From the entries below, pull out each line where "this" appears.
[RECORDS SUPPLIED — start]
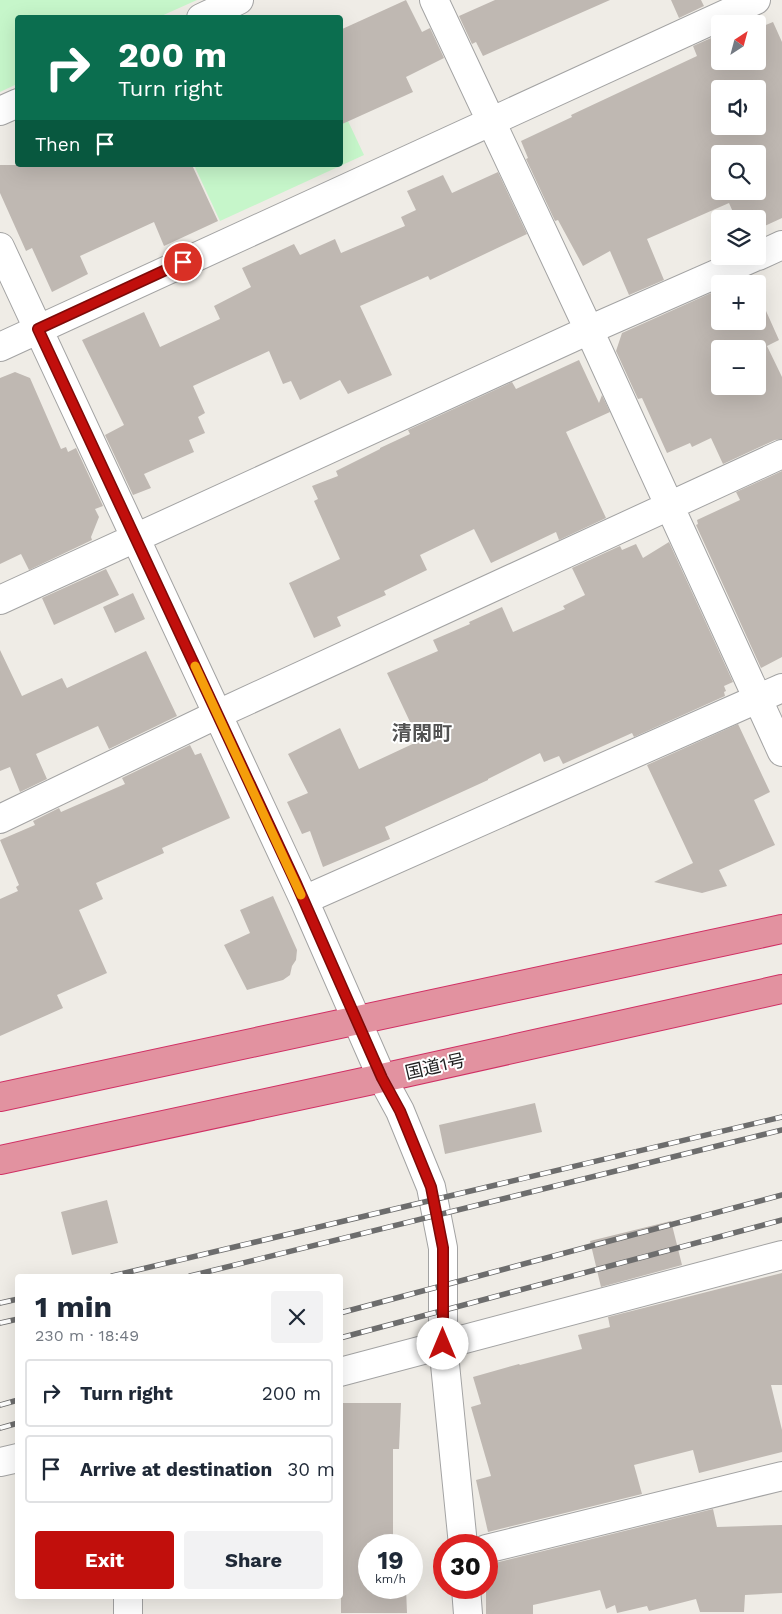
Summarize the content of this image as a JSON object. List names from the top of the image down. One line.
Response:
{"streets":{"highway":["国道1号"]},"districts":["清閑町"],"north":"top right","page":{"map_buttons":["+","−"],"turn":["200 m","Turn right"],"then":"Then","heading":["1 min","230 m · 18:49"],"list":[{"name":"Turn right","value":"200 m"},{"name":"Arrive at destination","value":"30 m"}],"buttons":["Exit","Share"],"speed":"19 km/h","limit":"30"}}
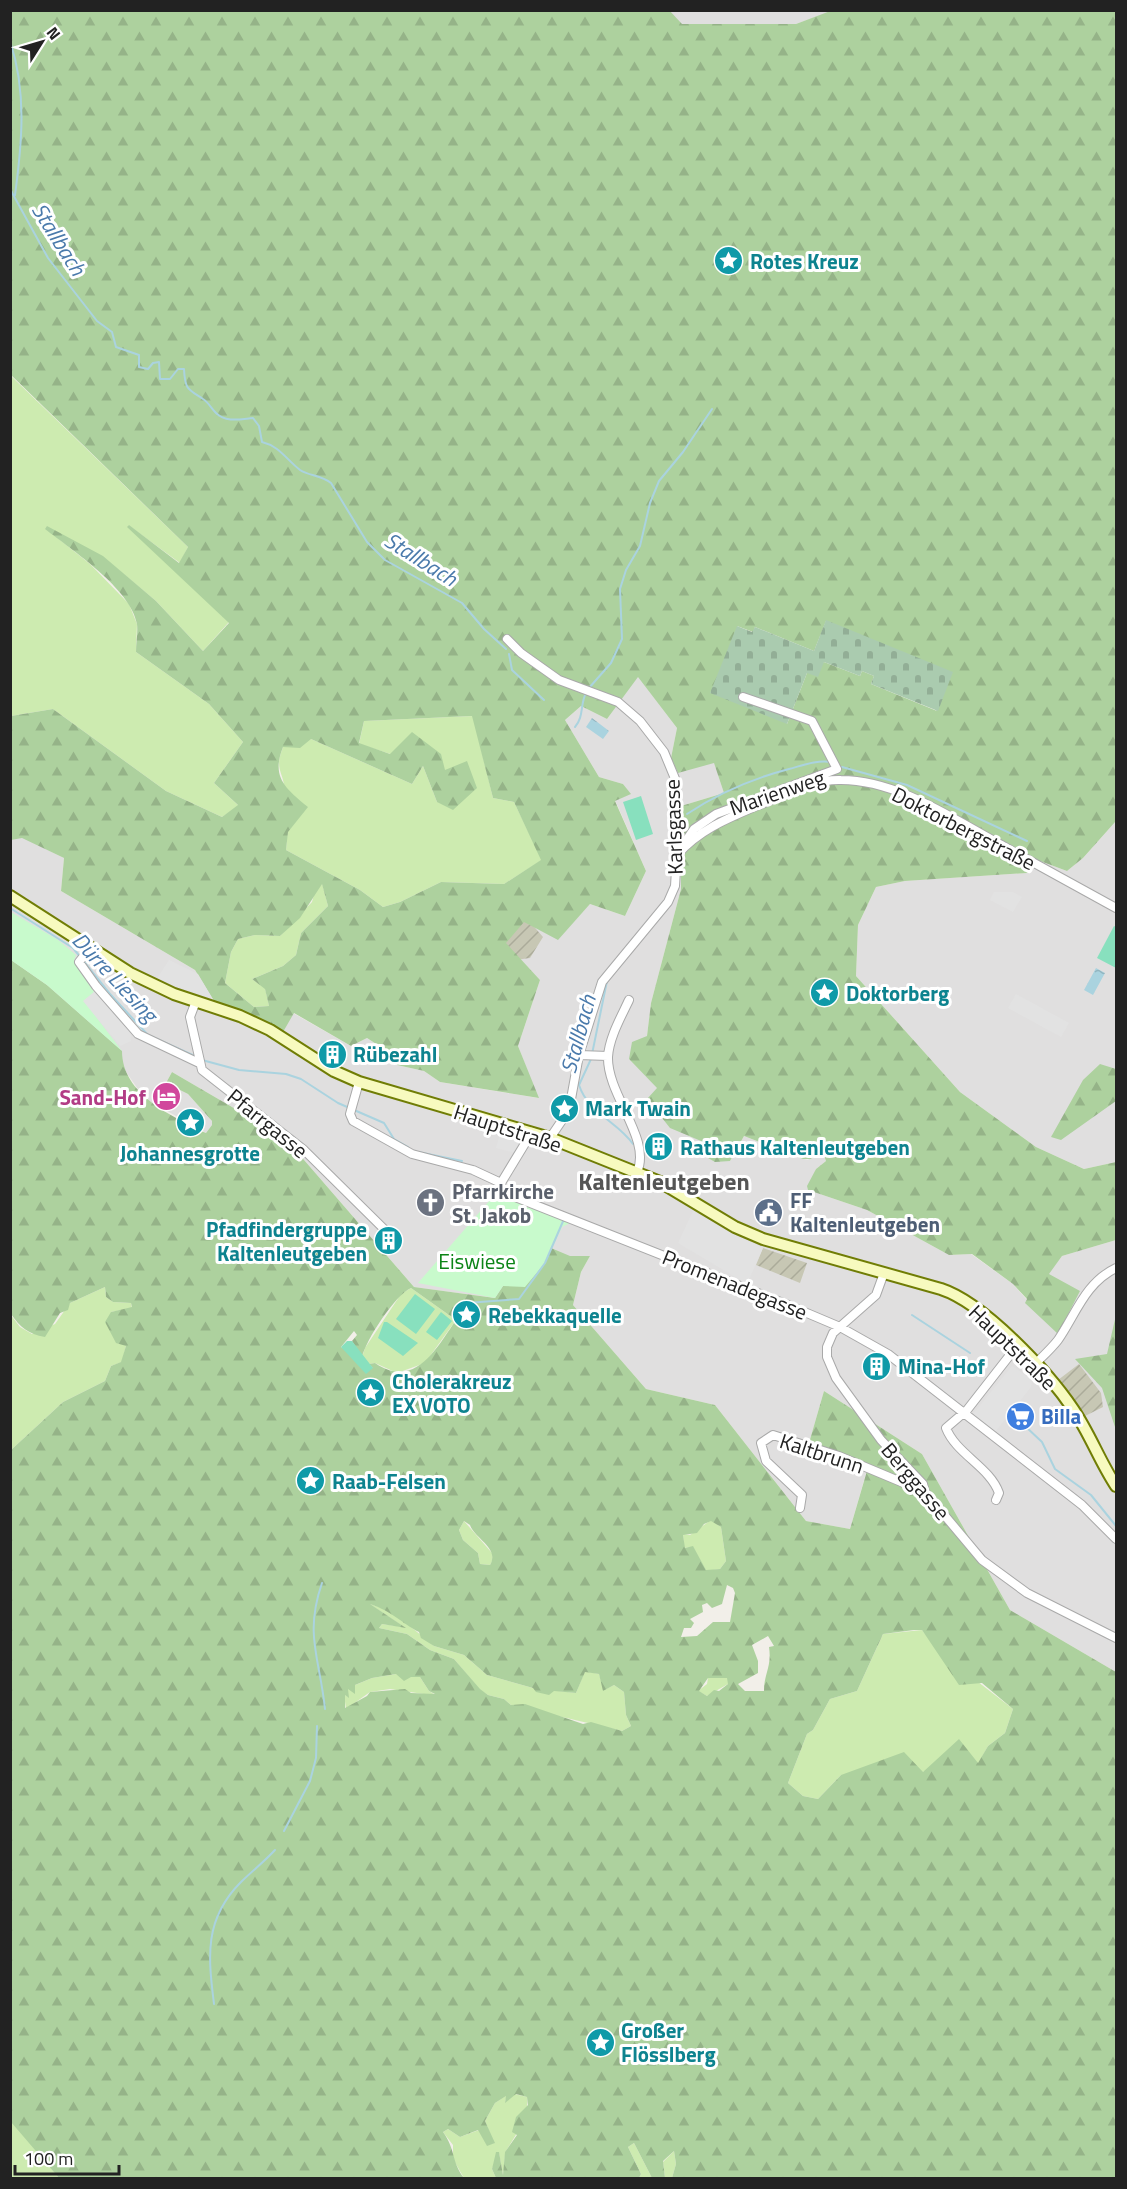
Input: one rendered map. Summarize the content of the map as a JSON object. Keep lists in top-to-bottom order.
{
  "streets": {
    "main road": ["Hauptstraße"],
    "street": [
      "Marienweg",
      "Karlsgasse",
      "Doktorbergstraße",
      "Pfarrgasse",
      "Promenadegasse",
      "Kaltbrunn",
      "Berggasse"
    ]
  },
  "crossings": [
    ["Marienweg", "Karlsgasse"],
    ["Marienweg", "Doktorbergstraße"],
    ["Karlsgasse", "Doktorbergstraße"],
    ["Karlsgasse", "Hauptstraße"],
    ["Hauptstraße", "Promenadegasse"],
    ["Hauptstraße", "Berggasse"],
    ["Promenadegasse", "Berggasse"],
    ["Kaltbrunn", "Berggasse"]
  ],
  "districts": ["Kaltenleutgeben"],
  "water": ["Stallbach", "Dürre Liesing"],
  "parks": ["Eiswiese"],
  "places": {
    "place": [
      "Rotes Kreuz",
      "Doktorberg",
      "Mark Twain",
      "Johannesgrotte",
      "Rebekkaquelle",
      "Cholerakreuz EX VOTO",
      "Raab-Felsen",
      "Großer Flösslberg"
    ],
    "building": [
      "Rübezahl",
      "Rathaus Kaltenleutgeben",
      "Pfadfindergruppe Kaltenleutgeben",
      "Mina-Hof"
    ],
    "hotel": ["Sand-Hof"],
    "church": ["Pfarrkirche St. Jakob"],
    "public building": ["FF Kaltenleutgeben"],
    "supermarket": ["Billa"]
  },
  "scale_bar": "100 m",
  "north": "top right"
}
[RECORDS SUPPLIED — finish]
[RECORDS SUPPLIED — start]
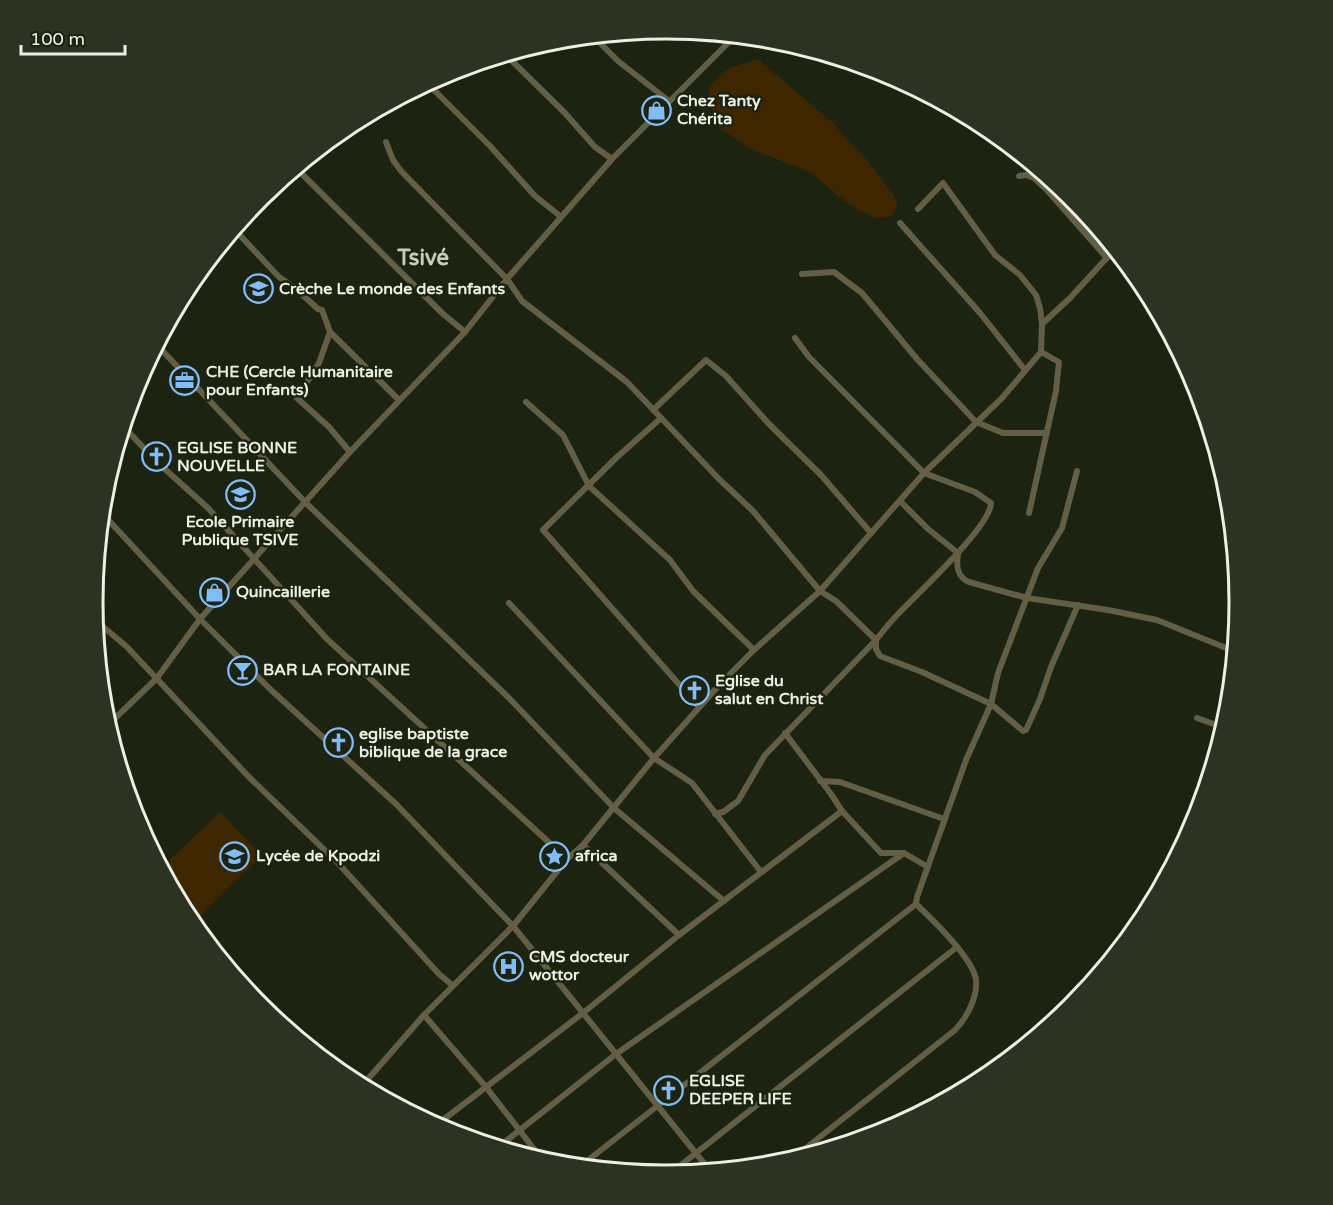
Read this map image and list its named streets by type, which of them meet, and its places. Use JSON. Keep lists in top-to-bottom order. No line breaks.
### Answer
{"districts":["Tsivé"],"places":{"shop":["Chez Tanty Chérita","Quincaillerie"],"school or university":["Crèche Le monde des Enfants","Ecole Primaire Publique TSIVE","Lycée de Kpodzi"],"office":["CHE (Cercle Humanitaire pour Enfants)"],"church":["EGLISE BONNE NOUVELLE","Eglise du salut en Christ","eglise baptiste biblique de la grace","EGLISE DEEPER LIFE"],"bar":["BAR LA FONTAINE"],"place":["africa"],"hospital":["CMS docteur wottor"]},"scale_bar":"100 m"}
[RECORDS SUPPLIED — finish]
- RESULT:
Summarize the content of this image as a JSON object. List names from the top of the image down. One line.
Read this map image and list its named streets by type, which of them meet, and its places. Use JSON. Keep lists in top-to-bottom order. No line breaks.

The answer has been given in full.